Multiple Master Syncing Robustness
When using Alfred on quite a lot of nodes the UDP Packages that Alfred sends to sync between masters is getting quite huge. It might therefore trigger fragmentation, and if only one fragment is lost the whole synchronization breaks.
The result is that when requesting data from a master it might result in no data or incomplete data.
#1 Updated by Simon Wunderlich over 4 years ago
It is intended that only a complete number of sync packets are accepted to avoid "incomplete" data - therefore alfred only accepts a transaction if all data packets AND the final transaction package has been received.
The synchronization happens in regular interval, so if one transaction fails the next may succeed - unless you really have a lot of packet loss.
Can you please describe your scenario/problem in more detail? Then we might see if we can do something about that. However the general recommendation would be: make your underlying network at least somewhat reliable.
#2 Updated by Jan-Philipp Litza over 4 years ago
We have the same problem. Setup is simply two nodes connected using a fastd VPN (MTU 1426) speaking batman-adv with MTU 1500 over that.
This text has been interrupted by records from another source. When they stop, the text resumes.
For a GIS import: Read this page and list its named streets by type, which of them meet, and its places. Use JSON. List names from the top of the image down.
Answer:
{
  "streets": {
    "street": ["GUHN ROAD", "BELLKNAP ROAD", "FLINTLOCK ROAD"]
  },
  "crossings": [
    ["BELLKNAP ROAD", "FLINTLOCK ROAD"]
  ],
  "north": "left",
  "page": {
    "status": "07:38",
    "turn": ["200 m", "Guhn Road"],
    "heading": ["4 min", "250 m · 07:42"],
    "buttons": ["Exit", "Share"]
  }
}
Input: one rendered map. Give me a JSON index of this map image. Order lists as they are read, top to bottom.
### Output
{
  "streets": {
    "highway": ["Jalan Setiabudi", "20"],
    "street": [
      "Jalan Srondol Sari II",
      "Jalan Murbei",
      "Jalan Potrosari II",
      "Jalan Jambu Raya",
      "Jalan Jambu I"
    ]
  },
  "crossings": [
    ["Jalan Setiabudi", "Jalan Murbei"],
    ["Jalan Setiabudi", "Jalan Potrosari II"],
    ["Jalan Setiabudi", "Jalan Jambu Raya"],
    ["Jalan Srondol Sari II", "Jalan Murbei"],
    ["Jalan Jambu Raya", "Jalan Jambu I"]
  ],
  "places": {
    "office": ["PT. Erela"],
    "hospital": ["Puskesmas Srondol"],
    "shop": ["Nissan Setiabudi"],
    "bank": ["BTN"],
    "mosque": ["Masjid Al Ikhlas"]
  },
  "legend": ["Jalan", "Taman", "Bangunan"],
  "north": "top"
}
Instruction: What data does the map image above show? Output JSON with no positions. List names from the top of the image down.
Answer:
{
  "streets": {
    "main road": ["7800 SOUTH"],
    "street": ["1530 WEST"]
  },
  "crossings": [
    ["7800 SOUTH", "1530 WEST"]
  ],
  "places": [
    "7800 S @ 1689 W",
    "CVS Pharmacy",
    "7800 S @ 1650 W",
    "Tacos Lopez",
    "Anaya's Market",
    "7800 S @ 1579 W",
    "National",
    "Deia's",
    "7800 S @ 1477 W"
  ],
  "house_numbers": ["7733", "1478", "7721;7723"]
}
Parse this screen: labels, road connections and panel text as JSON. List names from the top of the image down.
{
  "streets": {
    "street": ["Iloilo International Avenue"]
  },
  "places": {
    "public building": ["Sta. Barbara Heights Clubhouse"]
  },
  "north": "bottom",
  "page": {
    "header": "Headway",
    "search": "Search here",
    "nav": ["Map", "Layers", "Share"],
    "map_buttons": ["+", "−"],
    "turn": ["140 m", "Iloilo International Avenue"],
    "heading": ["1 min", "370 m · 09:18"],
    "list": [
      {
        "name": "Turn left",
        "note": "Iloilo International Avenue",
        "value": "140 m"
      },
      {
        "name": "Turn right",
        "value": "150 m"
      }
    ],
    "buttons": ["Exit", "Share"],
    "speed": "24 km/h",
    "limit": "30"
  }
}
This by the way is a totally usual setup for many Freifunk communities.
But we are using alfred with data that needs 3 UDP packets for syncing (I see some "Transaction finished" with sequence number 3 in a dump), meaning that at least 88* packets (probably more like >100) have to be transmitted without error. This means that a packet loss of around 1% almost certainly kills the synchronization. Even worse, because there is a VPN (and DSL) in between, this number even doubles because batman-adv has to fragment all the 1500 byte packets again, reducing the allowed packet loss to something like maybe 0.5%. This effectively makes multi-master unusable with big datasets over anything but plain ethernet where no fragmentation of 1500 byte packets happens and we have nearly no packet loss.
Also, these dataset sizes are real. Every Freifunk community using the gluon firmware generates several KBs of data per node, even though it is already gzip compressed. And we only have 160 nodes, there are bigger communities.
- 2 full UDP packets have a size of 2^16=65536 bytes, each of them being split up in roughly 44 IP packets 1500 bytes each, plus however big the third is, plus the "Transaction finished" packet.
#3 Updated by Simon Wunderlich over 4 years ago
Thank you for these details, it is interesting to find out about your amounts of data and settings, which do have a big influence if the current method of synchronization is feasible or not.
What I wonder about is:
- What is your actual packet loss on ADSL lines? From my experience, <1% packet loss on ADSL is not that unusual ...
- How often does the synchronization fails in your setup?
- have you considered setting some Path MTU or similar to 1426 to work around the fragmentation issue?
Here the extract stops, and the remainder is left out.